1 Introduction

“Fake news” is a term that has risen to the forefront of the national conservation over the past few years. According to a 2019 Pew Research Center survey,1 Americans rate fake news as a larger problem than violent crime, climate change, and racism (among other categories). In addition—according to the same survey—68% of Americans say that fake news has a big impact on their confidence in government. At its core, fake news is simply defined as news stories that are false or fabricated. Fake news stories can be “propaganda that [are] intentionally designed to mislead the reader” or “clickbait” stories that are designed for “economic incentives.”2

Due to the issue of fake news, verifying the validity of news articles (fact-checking) has become an increasingly important job for news network. This can be seen in the last 2020 presidential debate between Joe Biden and Donald Trump, where multiple news sources (e.g. the New York Times3) reported on the validity of each candidate’s claims. Websites such as Snopes4 and PolitiFact5 do this fact-checking on a daily basis. The dataset used in this project comes from the fact-checking website PolitiFact (see Section 3).
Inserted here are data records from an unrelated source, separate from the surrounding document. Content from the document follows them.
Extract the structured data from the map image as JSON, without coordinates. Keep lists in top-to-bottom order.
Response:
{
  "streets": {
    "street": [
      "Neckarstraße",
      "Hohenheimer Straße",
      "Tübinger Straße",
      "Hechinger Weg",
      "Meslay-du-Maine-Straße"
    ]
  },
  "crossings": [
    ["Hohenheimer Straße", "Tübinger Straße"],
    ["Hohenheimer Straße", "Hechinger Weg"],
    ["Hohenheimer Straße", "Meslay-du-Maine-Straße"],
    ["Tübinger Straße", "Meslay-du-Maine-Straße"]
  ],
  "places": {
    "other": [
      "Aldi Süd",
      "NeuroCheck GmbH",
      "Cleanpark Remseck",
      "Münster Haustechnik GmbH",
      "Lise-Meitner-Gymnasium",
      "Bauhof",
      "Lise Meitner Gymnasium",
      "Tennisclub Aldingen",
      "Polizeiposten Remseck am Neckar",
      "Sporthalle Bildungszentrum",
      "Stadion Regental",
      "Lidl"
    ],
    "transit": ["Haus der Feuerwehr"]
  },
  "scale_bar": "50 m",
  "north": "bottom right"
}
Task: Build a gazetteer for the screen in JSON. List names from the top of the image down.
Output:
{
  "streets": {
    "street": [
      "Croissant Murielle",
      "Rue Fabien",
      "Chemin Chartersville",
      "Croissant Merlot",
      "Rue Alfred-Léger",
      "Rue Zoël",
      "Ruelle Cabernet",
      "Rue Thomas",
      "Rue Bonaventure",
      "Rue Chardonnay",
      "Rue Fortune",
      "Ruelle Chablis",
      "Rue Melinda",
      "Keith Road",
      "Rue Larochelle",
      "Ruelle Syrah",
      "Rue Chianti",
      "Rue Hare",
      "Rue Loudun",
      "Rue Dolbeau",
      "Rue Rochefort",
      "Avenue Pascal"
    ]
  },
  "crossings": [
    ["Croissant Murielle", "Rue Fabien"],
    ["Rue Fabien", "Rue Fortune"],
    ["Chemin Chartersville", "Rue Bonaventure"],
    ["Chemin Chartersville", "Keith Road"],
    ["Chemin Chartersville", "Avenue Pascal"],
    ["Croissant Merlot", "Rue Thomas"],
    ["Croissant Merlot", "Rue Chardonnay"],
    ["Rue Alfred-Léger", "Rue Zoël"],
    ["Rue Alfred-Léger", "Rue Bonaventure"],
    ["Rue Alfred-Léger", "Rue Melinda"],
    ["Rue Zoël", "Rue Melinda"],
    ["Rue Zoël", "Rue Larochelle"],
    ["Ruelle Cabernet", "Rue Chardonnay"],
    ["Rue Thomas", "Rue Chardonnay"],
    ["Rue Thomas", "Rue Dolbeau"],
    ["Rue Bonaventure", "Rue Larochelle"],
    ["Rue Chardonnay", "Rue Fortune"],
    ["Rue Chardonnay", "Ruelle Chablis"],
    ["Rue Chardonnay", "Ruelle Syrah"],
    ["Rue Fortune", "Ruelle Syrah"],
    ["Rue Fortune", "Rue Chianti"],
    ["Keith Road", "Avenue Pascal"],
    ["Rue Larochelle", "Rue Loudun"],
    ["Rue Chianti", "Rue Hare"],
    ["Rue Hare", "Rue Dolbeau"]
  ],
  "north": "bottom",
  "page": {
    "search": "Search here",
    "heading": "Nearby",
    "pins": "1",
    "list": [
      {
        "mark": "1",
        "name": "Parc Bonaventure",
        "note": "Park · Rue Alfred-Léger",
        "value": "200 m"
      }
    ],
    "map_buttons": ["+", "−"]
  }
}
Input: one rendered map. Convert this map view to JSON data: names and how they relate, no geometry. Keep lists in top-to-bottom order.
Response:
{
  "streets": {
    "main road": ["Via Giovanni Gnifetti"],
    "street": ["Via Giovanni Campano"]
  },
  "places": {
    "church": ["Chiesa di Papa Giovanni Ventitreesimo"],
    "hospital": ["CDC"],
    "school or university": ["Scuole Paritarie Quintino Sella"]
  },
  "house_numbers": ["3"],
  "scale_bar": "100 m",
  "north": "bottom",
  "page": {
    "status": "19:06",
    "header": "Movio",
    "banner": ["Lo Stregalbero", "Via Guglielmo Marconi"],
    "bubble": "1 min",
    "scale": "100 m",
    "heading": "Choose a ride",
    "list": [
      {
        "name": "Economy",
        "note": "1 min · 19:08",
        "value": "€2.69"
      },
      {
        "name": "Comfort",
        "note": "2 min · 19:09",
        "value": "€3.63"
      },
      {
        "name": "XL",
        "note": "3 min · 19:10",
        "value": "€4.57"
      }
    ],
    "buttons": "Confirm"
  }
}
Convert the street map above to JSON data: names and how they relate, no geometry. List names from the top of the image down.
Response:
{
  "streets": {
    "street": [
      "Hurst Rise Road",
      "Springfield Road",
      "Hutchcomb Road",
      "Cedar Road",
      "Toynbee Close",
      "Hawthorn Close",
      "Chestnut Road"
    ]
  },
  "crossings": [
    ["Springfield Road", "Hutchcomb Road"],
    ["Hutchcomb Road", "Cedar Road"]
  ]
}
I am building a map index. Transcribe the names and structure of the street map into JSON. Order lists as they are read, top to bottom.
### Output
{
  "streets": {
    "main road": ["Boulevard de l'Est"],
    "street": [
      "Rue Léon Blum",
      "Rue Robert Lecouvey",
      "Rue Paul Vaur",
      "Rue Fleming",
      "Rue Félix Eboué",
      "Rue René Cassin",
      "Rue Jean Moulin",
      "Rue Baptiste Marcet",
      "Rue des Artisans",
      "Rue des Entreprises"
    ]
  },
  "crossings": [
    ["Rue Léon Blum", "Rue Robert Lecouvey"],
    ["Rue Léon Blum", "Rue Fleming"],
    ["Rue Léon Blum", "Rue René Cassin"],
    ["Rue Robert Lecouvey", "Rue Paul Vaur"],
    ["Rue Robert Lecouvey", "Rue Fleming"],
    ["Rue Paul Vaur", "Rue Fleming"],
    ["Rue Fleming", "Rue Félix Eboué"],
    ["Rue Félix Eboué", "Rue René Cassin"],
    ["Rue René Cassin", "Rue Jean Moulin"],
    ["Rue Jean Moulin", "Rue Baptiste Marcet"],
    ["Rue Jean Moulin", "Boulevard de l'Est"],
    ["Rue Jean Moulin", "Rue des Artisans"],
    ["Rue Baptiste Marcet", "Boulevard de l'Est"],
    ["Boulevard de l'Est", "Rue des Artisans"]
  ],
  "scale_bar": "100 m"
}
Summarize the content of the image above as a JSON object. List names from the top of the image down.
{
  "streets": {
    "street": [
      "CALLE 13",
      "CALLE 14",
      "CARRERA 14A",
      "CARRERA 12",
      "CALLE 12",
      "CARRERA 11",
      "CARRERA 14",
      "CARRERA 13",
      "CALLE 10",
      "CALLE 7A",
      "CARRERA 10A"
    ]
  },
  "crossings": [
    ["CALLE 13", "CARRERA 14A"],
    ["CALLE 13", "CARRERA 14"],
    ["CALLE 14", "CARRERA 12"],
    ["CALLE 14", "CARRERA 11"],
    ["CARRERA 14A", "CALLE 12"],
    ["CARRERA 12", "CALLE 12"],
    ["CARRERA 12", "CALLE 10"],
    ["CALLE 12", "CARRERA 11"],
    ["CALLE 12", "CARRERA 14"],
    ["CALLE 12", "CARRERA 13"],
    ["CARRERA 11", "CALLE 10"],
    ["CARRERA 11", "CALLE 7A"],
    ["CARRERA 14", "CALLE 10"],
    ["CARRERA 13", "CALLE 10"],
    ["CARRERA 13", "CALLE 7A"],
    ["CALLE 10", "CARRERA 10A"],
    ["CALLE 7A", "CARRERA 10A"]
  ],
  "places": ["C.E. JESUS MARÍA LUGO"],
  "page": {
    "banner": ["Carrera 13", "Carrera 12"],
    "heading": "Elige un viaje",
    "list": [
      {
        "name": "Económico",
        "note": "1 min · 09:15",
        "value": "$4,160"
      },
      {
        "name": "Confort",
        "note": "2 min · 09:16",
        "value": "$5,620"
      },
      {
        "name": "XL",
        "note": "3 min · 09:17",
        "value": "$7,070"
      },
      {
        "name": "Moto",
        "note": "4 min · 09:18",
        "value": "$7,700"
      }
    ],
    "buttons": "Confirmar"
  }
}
However, fact-checking is not perfect. There exist limitations from fact-checking websites like PolitiFact, such as confirmation bias: “people may not be likely to fact-check a story that aligns with their pre-existing beliefs.”6 Additionally, manual fact-checking is a time-intensive process. Thus, there is motivation to provide another source of fake news assessment: a statistical model that aims to predict fake news using Natural Language Processing. Designing a model that does so is the goal of this project.